**Exercise brief**
In the entries below, some lines hold the string "Close"; please say how many, giving the number and nothing else.

(Dataset entries)
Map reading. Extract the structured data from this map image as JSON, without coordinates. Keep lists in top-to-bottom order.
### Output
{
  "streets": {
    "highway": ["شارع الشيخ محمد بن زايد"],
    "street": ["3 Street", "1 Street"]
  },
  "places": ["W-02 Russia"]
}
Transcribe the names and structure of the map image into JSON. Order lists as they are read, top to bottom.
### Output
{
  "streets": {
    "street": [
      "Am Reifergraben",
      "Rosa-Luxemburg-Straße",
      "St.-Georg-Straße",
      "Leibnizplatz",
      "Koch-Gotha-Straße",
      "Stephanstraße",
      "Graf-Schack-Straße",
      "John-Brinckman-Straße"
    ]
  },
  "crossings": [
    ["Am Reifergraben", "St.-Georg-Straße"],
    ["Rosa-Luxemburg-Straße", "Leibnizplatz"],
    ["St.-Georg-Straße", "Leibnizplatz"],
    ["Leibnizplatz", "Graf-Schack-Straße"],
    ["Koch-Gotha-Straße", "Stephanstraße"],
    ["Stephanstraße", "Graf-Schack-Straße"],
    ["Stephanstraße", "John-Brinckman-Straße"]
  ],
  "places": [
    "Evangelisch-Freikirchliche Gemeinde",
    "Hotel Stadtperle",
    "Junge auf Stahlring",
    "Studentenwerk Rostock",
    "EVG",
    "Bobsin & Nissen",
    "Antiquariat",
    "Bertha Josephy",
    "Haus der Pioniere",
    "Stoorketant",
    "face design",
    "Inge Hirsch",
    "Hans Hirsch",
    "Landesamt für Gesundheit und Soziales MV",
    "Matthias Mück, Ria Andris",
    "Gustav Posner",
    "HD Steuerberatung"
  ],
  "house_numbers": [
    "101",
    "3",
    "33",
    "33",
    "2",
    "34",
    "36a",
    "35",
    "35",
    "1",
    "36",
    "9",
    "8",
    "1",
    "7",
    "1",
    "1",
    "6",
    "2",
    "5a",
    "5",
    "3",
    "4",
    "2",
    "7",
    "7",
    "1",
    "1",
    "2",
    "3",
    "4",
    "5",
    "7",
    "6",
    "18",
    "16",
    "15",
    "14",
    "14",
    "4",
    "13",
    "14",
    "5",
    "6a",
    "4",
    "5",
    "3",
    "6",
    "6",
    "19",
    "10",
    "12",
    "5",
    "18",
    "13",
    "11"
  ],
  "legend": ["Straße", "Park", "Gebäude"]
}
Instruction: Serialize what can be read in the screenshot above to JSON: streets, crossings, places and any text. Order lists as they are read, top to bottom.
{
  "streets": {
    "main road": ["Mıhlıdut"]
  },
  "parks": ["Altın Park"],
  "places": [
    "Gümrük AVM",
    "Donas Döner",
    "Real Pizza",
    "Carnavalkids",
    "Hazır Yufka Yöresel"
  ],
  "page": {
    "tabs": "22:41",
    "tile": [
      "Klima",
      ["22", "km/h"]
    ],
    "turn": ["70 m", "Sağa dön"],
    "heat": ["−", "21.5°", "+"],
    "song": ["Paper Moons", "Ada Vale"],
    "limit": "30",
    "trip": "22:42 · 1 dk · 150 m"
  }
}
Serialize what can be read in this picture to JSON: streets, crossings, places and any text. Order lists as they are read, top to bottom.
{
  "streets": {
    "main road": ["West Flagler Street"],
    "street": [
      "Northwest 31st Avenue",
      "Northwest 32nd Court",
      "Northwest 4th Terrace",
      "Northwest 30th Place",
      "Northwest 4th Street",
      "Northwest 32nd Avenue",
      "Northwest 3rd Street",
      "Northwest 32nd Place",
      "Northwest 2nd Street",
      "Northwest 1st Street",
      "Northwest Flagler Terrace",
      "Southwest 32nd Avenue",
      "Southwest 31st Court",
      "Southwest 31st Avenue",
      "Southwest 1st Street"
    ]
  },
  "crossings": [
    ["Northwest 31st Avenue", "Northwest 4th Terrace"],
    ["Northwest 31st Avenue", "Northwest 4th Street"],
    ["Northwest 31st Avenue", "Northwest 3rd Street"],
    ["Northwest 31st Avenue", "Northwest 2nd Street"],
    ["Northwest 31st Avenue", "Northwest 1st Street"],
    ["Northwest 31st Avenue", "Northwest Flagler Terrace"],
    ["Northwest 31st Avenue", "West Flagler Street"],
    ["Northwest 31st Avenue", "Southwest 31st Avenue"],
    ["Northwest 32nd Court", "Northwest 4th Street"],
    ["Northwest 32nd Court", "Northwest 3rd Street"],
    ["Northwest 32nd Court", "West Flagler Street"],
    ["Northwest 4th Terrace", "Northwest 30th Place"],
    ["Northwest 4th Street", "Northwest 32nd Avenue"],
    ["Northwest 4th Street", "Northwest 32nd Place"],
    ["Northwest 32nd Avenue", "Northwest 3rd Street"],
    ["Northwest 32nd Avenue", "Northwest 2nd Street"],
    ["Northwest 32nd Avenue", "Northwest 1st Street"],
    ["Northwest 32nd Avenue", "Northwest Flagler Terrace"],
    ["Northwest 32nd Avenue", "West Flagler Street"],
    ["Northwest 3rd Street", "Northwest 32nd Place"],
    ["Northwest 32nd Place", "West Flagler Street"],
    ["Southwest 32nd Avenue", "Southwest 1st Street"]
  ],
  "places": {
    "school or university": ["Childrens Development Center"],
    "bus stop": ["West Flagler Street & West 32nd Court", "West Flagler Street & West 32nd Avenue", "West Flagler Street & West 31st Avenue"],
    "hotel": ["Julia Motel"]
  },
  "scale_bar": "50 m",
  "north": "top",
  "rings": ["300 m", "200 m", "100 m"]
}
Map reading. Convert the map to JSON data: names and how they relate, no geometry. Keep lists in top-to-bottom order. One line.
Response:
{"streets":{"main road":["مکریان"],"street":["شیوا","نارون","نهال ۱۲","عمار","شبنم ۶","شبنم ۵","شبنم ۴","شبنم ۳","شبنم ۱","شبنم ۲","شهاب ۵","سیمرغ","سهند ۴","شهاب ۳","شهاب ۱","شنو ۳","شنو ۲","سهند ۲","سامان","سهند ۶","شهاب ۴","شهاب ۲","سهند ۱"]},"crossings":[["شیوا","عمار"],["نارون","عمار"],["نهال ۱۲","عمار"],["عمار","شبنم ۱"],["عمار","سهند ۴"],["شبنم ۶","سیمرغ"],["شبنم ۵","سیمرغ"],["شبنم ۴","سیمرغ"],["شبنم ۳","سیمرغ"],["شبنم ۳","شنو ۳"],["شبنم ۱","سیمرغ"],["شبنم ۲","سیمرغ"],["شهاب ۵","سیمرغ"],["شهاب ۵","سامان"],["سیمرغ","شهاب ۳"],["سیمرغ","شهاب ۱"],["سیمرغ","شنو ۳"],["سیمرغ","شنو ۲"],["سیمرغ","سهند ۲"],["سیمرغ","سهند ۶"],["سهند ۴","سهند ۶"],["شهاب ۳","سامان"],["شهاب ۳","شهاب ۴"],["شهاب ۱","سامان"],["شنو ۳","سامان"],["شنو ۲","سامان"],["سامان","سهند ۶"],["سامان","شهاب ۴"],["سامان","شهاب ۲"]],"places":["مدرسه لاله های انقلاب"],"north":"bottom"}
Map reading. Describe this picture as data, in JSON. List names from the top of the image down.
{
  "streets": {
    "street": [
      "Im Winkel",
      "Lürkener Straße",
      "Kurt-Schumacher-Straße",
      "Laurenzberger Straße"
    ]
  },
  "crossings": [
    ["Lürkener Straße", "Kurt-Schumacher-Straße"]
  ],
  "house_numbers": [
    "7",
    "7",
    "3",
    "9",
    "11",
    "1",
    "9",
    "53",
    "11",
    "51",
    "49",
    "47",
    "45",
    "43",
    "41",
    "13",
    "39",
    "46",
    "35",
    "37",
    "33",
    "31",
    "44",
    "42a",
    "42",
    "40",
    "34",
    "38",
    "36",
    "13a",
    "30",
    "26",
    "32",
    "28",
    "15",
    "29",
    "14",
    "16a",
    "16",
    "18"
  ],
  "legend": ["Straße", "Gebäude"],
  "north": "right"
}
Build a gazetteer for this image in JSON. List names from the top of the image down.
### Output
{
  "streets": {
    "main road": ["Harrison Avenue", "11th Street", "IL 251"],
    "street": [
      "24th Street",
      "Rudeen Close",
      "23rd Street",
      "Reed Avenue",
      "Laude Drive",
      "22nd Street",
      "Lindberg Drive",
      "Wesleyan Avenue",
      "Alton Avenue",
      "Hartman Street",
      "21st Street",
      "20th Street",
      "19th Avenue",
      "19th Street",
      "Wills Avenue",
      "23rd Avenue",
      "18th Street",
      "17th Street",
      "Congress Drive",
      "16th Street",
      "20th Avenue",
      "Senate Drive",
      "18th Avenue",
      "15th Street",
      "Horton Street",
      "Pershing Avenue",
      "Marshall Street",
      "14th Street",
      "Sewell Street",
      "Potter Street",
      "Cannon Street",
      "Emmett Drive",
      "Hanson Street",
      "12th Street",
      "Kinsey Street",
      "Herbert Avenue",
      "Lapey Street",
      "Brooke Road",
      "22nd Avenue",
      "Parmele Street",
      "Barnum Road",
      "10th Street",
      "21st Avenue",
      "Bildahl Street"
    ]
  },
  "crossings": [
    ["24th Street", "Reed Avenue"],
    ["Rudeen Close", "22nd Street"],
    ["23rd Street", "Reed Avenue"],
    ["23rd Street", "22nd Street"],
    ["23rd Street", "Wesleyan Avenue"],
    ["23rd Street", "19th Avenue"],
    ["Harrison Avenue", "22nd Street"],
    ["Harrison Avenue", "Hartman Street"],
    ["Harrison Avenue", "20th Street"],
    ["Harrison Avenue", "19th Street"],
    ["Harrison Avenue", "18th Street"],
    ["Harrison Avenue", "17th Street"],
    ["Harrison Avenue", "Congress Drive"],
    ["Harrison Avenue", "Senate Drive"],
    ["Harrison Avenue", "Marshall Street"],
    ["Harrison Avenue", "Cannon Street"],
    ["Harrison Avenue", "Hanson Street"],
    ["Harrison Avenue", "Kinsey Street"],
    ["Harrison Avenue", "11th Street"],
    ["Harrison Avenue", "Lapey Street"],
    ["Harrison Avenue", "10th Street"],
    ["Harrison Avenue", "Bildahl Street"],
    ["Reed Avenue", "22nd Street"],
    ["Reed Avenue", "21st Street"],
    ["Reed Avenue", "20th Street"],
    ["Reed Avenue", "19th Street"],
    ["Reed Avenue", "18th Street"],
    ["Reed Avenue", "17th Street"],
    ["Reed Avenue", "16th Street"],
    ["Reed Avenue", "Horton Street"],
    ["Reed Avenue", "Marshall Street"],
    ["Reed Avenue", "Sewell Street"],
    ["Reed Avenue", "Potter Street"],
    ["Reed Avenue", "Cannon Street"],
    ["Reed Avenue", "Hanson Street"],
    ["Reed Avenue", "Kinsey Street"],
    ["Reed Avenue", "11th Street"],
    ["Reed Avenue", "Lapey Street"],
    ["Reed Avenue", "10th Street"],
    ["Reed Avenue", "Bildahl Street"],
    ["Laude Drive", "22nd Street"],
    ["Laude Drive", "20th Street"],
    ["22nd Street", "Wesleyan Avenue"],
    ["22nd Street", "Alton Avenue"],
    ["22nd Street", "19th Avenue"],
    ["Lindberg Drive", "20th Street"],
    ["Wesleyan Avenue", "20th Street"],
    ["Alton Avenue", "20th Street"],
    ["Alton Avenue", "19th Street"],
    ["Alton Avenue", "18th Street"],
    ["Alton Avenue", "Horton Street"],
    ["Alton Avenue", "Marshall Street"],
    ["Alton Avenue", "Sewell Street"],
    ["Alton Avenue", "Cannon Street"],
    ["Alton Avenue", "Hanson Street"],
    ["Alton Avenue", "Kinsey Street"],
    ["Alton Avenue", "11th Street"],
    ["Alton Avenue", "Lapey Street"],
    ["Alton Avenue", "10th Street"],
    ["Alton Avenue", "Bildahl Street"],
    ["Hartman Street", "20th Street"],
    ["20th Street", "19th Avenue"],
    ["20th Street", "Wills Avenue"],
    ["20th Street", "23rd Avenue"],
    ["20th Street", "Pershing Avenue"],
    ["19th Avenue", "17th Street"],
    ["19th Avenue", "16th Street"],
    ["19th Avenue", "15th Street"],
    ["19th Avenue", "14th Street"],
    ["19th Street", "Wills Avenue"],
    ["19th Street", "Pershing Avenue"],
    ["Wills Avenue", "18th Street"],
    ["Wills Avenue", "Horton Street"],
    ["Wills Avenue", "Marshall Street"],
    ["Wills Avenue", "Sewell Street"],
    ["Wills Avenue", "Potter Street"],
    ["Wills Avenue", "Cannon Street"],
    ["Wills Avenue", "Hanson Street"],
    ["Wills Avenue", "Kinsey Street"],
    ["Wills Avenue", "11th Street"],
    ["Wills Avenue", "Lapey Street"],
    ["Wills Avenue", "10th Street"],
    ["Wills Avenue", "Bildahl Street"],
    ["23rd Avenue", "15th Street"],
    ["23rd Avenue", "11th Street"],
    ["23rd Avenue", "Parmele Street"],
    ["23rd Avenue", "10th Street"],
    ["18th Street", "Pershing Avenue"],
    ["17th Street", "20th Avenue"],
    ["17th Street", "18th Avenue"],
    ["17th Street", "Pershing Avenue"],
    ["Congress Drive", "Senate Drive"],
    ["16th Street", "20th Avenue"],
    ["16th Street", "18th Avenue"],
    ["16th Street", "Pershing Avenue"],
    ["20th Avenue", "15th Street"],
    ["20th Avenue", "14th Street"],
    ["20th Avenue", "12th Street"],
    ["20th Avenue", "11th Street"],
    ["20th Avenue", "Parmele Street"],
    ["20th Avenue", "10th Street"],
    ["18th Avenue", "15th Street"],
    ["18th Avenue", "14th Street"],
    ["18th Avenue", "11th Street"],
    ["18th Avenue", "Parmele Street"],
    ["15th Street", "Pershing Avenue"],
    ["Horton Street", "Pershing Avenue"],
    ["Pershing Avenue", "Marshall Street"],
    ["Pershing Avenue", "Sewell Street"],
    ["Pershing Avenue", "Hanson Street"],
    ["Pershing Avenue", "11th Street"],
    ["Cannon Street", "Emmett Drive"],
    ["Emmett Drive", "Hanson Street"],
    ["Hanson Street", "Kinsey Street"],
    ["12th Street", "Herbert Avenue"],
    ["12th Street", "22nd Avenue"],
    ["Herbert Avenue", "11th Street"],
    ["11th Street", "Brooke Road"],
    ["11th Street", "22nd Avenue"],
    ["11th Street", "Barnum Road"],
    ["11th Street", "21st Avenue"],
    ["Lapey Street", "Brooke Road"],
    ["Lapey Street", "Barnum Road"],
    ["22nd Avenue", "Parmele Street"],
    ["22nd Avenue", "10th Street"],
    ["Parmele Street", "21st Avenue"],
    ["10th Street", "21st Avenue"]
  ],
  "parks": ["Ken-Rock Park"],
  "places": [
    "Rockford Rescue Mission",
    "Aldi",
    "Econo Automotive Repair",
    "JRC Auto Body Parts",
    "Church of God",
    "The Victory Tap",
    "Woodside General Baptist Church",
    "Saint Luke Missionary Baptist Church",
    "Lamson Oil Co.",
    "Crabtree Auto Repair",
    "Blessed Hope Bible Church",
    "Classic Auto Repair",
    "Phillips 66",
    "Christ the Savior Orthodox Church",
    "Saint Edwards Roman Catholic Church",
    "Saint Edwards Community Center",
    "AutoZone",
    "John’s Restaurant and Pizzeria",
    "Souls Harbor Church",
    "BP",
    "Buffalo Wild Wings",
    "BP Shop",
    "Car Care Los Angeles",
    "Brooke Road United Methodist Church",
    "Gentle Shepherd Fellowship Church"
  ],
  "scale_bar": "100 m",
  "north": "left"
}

**Response to the task**
2